- About this exercise: Work through the entries below and show every line in which "details" is found.

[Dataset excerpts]
[Start of section]
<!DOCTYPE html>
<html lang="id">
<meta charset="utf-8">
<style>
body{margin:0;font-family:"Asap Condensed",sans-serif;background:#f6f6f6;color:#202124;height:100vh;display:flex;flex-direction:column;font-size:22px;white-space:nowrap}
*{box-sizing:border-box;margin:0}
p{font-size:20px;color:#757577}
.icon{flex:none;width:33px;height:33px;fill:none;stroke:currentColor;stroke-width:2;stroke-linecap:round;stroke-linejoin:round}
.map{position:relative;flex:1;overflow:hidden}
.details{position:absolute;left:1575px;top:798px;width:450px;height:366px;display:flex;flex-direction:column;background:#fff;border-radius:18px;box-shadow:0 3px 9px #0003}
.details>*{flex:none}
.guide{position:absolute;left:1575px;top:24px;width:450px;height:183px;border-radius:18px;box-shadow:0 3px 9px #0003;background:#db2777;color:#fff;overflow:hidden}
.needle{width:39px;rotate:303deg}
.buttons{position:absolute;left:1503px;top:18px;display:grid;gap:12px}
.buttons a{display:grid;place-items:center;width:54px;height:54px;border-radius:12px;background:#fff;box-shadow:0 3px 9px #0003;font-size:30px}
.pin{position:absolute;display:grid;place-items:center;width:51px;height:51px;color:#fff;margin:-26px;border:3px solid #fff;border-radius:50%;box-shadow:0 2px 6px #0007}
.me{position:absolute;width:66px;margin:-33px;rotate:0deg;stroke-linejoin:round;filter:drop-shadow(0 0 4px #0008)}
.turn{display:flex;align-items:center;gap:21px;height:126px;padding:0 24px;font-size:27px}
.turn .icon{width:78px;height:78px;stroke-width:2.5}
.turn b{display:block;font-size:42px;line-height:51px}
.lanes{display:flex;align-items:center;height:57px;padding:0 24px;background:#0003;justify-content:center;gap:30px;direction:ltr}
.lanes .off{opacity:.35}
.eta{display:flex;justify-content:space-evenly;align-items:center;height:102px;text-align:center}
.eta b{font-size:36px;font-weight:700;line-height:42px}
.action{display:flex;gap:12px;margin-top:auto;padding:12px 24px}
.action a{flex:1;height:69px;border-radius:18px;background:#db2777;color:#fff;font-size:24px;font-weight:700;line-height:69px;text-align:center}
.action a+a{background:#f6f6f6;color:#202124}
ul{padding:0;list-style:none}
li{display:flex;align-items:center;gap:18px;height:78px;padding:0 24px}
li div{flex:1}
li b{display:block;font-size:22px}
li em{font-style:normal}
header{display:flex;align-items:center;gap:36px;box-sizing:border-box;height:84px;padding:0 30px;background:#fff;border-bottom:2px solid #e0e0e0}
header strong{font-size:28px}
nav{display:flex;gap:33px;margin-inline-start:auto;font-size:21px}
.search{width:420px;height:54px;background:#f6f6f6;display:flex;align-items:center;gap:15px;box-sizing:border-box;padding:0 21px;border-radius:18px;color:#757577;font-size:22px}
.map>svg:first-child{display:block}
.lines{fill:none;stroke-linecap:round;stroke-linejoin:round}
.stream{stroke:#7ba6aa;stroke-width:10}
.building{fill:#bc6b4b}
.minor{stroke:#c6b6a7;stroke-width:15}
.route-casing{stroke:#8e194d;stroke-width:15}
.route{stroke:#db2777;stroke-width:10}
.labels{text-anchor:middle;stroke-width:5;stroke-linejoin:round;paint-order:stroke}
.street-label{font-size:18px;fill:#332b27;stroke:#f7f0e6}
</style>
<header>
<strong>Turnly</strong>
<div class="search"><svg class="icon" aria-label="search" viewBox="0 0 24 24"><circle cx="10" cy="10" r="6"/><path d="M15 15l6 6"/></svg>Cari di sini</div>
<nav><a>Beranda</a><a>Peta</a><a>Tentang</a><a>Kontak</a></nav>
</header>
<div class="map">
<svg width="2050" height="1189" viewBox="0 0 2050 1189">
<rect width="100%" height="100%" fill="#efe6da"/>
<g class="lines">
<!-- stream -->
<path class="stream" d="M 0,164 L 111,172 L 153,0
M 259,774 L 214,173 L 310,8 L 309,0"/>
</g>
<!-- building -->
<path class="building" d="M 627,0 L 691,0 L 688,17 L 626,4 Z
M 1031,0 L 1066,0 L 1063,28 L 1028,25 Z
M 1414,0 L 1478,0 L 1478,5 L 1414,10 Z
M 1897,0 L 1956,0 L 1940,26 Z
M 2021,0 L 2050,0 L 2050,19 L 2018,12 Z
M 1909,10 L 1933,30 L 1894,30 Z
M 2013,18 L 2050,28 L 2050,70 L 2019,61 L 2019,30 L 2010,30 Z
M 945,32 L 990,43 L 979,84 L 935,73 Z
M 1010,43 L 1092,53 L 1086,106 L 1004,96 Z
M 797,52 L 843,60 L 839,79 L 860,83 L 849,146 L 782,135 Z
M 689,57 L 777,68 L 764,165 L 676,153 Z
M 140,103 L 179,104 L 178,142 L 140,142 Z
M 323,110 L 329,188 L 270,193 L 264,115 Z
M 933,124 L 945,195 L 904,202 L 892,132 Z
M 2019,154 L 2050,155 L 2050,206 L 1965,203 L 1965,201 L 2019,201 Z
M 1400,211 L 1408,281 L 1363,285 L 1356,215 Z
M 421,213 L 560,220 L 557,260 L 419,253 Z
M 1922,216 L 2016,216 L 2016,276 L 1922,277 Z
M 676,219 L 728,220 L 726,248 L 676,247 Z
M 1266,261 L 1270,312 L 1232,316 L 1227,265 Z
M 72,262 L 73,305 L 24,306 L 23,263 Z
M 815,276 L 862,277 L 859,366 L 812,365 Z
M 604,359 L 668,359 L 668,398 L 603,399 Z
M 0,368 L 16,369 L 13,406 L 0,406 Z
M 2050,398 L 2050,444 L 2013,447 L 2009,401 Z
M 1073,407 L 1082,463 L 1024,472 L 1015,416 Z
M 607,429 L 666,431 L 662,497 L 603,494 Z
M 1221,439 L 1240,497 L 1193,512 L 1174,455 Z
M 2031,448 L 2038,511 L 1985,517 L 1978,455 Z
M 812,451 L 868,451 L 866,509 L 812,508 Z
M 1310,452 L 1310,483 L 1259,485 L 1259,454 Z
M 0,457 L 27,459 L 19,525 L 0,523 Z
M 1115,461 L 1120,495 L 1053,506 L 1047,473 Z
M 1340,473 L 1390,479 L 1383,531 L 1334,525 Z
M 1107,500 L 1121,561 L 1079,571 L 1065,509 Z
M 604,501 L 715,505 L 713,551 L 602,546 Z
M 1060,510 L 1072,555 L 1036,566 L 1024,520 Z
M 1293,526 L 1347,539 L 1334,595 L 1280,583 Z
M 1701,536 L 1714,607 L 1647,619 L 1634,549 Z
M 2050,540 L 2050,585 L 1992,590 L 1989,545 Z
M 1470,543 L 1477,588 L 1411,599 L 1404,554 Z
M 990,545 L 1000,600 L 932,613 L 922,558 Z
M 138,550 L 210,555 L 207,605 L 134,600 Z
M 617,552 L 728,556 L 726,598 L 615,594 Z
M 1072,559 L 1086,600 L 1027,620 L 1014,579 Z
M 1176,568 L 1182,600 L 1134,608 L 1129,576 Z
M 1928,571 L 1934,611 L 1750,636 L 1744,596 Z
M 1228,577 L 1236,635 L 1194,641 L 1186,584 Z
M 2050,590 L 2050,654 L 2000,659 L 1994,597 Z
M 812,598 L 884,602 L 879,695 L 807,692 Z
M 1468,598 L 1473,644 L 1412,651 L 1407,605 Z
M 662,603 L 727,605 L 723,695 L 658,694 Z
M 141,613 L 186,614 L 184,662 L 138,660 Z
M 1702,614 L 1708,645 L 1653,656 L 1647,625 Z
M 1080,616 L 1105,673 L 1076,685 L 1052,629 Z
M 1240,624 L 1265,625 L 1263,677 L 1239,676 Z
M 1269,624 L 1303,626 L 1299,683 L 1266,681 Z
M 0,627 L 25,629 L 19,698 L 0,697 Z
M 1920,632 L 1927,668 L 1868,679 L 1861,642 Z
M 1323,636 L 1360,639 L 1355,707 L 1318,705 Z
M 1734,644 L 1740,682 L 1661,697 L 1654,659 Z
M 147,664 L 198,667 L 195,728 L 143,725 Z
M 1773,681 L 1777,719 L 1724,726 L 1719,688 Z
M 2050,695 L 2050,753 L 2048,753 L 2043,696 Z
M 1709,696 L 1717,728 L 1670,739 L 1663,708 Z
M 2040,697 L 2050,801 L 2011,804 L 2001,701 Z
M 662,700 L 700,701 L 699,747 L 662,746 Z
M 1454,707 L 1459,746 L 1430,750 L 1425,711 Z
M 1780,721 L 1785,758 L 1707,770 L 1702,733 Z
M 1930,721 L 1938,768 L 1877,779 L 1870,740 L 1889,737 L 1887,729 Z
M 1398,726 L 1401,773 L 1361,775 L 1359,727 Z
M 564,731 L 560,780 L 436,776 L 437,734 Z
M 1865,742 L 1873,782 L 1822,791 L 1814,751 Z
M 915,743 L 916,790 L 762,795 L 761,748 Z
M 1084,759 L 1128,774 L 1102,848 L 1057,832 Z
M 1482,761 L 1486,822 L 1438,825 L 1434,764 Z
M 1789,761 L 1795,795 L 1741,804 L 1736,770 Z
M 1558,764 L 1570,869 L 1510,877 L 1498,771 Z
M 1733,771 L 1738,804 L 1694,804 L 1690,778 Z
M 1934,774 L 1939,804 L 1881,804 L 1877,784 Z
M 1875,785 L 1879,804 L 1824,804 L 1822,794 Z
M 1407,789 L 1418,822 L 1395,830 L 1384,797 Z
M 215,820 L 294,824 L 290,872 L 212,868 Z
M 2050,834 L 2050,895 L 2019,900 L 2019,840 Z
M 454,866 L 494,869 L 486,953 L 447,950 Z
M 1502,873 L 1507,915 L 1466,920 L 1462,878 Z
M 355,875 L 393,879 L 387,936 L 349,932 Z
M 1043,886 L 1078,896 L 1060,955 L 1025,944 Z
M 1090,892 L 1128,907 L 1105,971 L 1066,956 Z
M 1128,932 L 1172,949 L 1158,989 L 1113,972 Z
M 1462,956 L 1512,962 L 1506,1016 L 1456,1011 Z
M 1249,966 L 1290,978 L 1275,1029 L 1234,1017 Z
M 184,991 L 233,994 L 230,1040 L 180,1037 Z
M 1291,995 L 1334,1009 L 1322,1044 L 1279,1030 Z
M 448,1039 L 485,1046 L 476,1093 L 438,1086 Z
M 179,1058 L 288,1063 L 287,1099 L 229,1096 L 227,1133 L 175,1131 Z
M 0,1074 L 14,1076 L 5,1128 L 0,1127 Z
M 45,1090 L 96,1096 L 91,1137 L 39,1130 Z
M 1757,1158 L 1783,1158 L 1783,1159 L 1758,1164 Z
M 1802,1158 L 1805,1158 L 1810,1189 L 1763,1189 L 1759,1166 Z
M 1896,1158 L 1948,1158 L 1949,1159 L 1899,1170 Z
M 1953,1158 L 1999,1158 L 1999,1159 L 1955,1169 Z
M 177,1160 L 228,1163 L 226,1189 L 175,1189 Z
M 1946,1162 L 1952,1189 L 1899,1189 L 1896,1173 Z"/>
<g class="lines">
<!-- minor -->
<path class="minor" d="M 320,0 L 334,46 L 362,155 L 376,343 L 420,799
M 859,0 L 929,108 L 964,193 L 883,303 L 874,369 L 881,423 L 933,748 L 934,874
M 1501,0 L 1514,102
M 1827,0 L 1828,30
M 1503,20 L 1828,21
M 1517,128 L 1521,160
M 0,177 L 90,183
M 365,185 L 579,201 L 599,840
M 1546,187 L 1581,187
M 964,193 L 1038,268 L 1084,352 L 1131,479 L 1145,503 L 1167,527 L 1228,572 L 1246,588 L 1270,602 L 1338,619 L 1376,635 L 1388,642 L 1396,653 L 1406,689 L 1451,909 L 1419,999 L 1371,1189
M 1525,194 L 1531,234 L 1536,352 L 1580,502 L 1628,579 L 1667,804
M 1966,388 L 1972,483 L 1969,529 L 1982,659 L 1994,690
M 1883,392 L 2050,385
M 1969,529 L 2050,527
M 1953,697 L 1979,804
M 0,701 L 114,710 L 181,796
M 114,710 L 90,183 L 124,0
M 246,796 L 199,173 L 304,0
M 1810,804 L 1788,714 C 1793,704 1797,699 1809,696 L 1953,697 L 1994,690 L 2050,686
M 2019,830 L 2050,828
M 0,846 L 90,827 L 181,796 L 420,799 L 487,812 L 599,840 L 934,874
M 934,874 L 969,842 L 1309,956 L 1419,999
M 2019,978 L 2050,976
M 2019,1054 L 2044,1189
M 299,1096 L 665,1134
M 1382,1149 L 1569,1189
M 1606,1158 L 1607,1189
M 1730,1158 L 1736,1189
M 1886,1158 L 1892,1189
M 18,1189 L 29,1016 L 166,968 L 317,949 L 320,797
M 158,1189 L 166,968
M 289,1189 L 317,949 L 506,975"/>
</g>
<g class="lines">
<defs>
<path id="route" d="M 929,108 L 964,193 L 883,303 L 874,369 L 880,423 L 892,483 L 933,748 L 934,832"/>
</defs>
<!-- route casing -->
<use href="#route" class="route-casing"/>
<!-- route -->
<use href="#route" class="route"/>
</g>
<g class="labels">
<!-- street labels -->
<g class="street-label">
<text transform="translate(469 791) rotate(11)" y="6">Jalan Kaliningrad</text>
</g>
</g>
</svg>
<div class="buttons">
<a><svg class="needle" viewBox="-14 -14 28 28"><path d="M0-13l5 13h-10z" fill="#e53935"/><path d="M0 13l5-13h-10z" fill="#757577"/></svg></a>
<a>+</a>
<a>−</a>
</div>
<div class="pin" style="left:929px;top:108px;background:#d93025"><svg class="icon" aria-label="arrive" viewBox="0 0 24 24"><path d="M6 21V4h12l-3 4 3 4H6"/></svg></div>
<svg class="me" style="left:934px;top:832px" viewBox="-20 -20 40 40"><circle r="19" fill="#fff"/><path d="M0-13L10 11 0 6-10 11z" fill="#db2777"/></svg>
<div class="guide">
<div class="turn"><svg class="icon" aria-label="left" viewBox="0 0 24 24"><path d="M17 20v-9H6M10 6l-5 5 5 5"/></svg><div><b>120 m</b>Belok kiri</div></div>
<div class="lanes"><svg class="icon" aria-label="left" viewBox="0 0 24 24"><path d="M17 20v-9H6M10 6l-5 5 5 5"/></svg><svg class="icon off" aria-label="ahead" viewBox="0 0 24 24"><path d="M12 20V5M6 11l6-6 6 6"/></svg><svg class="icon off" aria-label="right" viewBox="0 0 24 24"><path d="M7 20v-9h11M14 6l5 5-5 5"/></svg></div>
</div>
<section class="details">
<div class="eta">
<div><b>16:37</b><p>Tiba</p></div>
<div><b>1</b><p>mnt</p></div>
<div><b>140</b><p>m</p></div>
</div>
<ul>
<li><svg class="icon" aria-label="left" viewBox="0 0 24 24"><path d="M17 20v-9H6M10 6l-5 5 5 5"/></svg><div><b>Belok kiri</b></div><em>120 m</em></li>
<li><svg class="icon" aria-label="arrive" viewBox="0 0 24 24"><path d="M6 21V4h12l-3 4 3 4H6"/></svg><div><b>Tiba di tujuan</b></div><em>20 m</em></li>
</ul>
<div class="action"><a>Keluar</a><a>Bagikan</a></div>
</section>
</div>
[End of section]
- Task output:
.details{position:absolute;left:1575px;top:798px;width:450px;height:366px;display:flex;flex-direction:column;background:#fff;border-radius:18px;box-shadow:0 3px 9px #0003}
.details>*{flex:none}
<section class="details">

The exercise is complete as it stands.